→ **ABOUT THIS EXERCISE**
Search through the entries for the word "white" and copy every line that has it.

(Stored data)
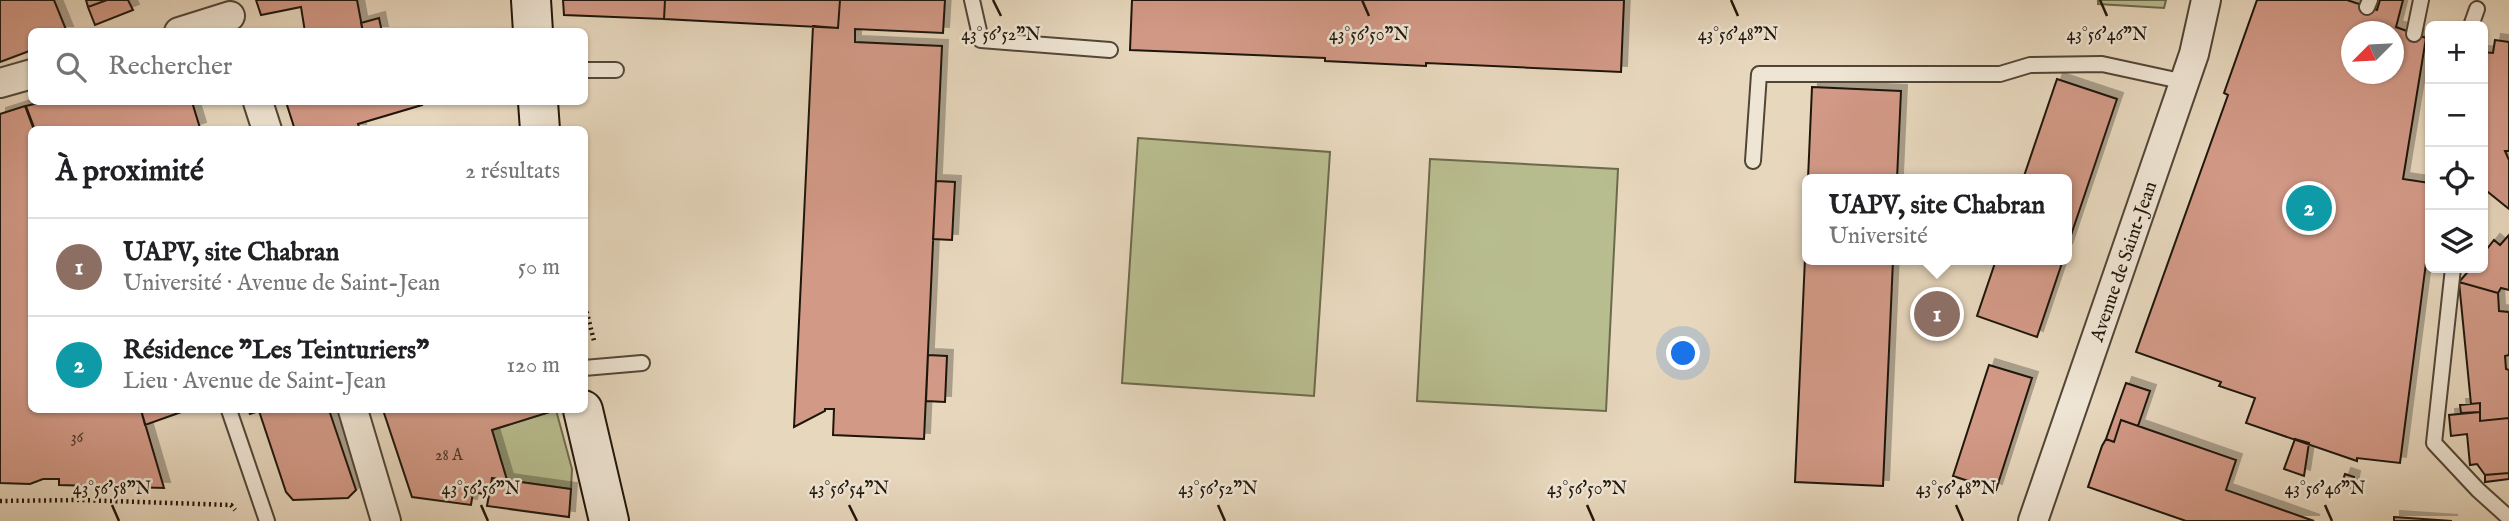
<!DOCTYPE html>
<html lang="fr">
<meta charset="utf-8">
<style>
body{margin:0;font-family:"IM FELL English",serif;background:#f2f2f2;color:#202124}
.controls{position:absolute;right:21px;top:21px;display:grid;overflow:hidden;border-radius:10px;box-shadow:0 2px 5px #0004}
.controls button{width:63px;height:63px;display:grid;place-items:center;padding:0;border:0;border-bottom:2px solid #e0e0e0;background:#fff;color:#202124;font:35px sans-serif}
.compass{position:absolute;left:2341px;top:21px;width:63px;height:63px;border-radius:50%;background:#fff;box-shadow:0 2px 5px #0004;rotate:246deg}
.you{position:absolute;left:1684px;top:354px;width:24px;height:24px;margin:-18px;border:5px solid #fff;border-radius:50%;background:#1a73e8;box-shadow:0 0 0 10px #1a73e833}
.badge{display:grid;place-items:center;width:46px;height:46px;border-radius:50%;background:#8f2418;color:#fff;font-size:23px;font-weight:700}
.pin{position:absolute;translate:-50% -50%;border:4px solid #fff;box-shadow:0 2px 7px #0006}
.popup{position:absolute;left:1802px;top:174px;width:270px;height:91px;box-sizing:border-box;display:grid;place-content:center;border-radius:10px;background:#fff;filter:drop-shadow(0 2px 5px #0005);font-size:23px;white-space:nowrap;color:#757577}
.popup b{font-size:26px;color:#202124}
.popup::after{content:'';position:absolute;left:50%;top:100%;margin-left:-14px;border:14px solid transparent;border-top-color:#fff}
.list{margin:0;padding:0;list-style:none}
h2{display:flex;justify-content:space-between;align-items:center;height:91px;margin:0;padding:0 28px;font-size:30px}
h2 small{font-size:23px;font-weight:400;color:#757577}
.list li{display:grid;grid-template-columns:46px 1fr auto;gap:21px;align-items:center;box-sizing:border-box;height:98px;padding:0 28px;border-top:2px solid #e0e0e0}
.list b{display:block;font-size:26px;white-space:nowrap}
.list p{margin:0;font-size:23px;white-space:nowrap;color:#757577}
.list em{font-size:23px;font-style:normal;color:#757577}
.icon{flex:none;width:38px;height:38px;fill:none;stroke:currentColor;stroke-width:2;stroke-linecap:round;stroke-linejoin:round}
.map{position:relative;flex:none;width:2509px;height:521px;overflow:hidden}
.search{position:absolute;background:#fff;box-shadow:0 2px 5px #0004;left:28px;top:28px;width:560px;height:77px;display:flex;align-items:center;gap:18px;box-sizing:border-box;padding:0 24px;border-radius:10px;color:#757577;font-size:26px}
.panel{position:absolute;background:#fff;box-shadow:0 2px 5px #0004;left:28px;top:126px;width:560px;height:287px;border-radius:10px}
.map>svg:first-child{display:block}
</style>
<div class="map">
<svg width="2509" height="521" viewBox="0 0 2509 521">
<defs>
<filter id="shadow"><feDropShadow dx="6" dy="-6" stdDeviation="0" flood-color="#0004"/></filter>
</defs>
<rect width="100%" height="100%" fill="#e7d7bd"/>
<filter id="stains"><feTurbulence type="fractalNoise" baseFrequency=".00286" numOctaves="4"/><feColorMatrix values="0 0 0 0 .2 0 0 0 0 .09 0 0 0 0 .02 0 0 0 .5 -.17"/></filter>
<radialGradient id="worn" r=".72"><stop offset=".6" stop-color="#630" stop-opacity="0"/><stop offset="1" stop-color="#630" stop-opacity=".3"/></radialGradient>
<path fill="#b8bd8f" stroke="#6c6a4c" stroke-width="2" d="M2098 0H2166L2164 8 2098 4Z
M1138 138 1330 152 1314 396 1122 383Z
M1430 159 1618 169 1606 411 1417 401Z
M556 410 572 469 571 489 507 480 492 430Z"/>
<path fill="#d29986" stroke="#1f1609" stroke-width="2" fill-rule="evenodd" filter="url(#shadow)" d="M0 0H54L67 32H32V50L0 62Z
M86 0H107L88 7Z
M107 0H128L133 10 95 25 88 7Z
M256 0H357L363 32H305L301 7 261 15Z
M563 0H665L664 19 564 15Z
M665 0H840L838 28 664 19Z
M840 0H945L943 33 855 29V42L942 46 924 439 833 435 834 409H825V411L794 427 813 26 838 28Z
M1132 0H1624L1621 72 1426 63V66L1325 61V58L1130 50Z
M2257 0H2347L2377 10 2380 0H2403L2396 27 2426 38 2403 179 2430 183V232L2400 463 2357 458V461L2246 423 2255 398 2219 386 2221 382 2136 352 2228 95 2224 93ZM2352 32H2394V74H2352Z
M379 18 382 32H363L361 23Z
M2495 40 2509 42V151H2505L2509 160V209L2483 188V52L2493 53Z
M2057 79 2117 99 2066 250V179H2023Z
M1812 87 1901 91 1897 179H1808Z
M42 102H192L200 128 194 130H35L26 106Z
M286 102H421L422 105 358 124 360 130H295Z
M25 106 34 130H32V410H141L164 488 59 485V479H43L30 484 0 483V114Z
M936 181 955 182 952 240 933 239Z
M1808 191V260H1893L1883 486 1795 482Z
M2509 235V290L2501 288 2498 293 2459 282 2471 268H2483V254L2494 240 2500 245Z
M1996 260H2063L2037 337 1977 316Z
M2459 282 2498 293 2499 311 2509 312V355L2505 356 2506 369 2509 370V418L2480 421V403L2471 404Z
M928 355 947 356 945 402 926 401Z
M1989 365 2032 378 1996 490 1953 476Z
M2126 383 2150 391 2138 426 2121 420 2114 442 2106 439Z
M2480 403V412L2461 413 2460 405Z
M141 410H187L145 425Z
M248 410H329L356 490 348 498 293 500 286 492 259 411 250 414Z
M383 410H556L492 430 507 480 492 478 489 495 473 492 471 505 412 497Z
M2480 412V421L2509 418V473L2485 475 2477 464 2470 465 2467 434 2451 436 2449 415Z
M2121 420 2236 460 2226 490 2314 521H2186L2088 487 2102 446 2106 439 2114 442Z
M2295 439 2309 443 2304 476 2284 469Z
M2509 473V479L2485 482V475Z
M2345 474 2354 477 2352 488 2341 485Z
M492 478 571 489 569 517 487 506Z
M2394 517 2452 521H2394Z"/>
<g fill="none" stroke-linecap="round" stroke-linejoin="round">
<g stroke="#514636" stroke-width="18">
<path id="service" d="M972 0 981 40 1110 50
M2367 7 2370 0
M2471 26 2477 9
M2414 34 2421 0
M584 70H616
M1753 161 1759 74H2000L2030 65 2102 64 2185 82
M2453 268 2434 443 2478 490 2509 518
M584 368 642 363
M229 410 267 521"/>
</g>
<g stroke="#514636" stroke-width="32">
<g id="minor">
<path d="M179 32 230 16"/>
<path d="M0 83 32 74"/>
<path d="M258 102 267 130"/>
<path d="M353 410 386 521"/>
<path id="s1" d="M2033 521 2194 54 2206 0"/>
</g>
</g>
<g stroke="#1f1609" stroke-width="42">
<path id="secondary" d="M531 0 533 32
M538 102 540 130
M583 410 609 521"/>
</g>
<path stroke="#1f1609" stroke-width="4.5" stroke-dasharray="2 3.5" stroke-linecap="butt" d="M584 301 594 341
M0 501 80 500 231 505 235 510"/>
<use href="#service" stroke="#efe5d4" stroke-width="14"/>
<use href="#minor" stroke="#efe5d4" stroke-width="28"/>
<use href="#secondary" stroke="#efe5d4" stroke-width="38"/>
</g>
<path fill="none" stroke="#1f1609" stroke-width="2.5" d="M993 0 1001 16M1362 0 1369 16M1731 0 1738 16M2100 0 2107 16M112 505 119 521M481 505 488 521M849 505 857 521M1218 505 1225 521M1587 505 1594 521M1956 505 1963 521M2325 505 2332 521"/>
<g text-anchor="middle" stroke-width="5" stroke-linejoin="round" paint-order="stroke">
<g font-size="16" fill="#4c3728">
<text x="77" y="442">36</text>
<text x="449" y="460">28 A</text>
</g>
<g font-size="19" fill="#1f1609" stroke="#efe5d4">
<text dy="7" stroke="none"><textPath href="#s1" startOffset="275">Avenue de Saint-Jean</textPath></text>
</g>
</g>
<g font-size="18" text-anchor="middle" fill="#1f1609" stroke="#efe5d4" stroke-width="5" stroke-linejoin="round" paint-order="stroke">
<text x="1738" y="40">43°56'48"N</text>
<text x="1001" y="40">43°56'52"N</text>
<text x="1369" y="40">43°56'50"N</text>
<text x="2107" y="40">43°56'46"N</text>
<text x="112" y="494">43°56'58"N</text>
<text x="481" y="494">43°56'56"N</text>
<text x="849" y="494">43°56'54"N</text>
<text x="1218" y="494">43°56'52"N</text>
<text x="1587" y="494">43°56'50"N</text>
<text x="1956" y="494">43°56'48"N</text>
<text x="2325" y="494">43°56'46"N</text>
</g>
<rect width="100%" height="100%" filter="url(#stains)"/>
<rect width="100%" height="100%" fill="url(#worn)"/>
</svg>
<div class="controls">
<button>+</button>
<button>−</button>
<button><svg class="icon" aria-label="locate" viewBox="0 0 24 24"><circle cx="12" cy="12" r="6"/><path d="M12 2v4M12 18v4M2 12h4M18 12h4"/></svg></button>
<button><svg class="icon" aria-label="layers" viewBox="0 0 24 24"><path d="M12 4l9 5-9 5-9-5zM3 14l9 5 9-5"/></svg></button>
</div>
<svg class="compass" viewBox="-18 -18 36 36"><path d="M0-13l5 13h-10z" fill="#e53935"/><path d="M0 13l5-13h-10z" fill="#757577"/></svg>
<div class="you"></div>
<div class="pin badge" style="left:1937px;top:314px;background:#8d6e63">1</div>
<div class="popup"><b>UAPV, site Chabran</b>Université</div>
<div class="pin badge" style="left:2309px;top:208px;background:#0f9aa8">2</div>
<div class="search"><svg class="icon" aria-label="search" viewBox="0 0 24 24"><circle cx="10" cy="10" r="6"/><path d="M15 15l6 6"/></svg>Rechercher</div>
<section class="panel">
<h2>À proximité<small>2 résultats</small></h2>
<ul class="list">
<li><span class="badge" style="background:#8d6e63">1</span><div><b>UAPV, site Chabran</b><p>Université · Avenue de Saint-Jean</p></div><em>50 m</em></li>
<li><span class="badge" style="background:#0f9aa8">2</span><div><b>Résidence &quot;Les Teinturiers&quot;</b><p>Lieu · Avenue de Saint-Jean</p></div><em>120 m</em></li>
</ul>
</section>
</div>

→ **COMPLETED TASK**
.popup{position:absolute;left:1802px;top:174px;width:270px;height:91px;box-sizing:border-box;display:grid;place-content:center;border-radius:10px;background:#fff;filter:drop-shadow(0 2px 5px #0005);font-size:23px;white-space:nowrap;color:#757577}
.list b{display:block;font-size:26px;white-space:nowrap}
.list p{margin:0;font-size:23px;white-space:nowrap;color:#757577}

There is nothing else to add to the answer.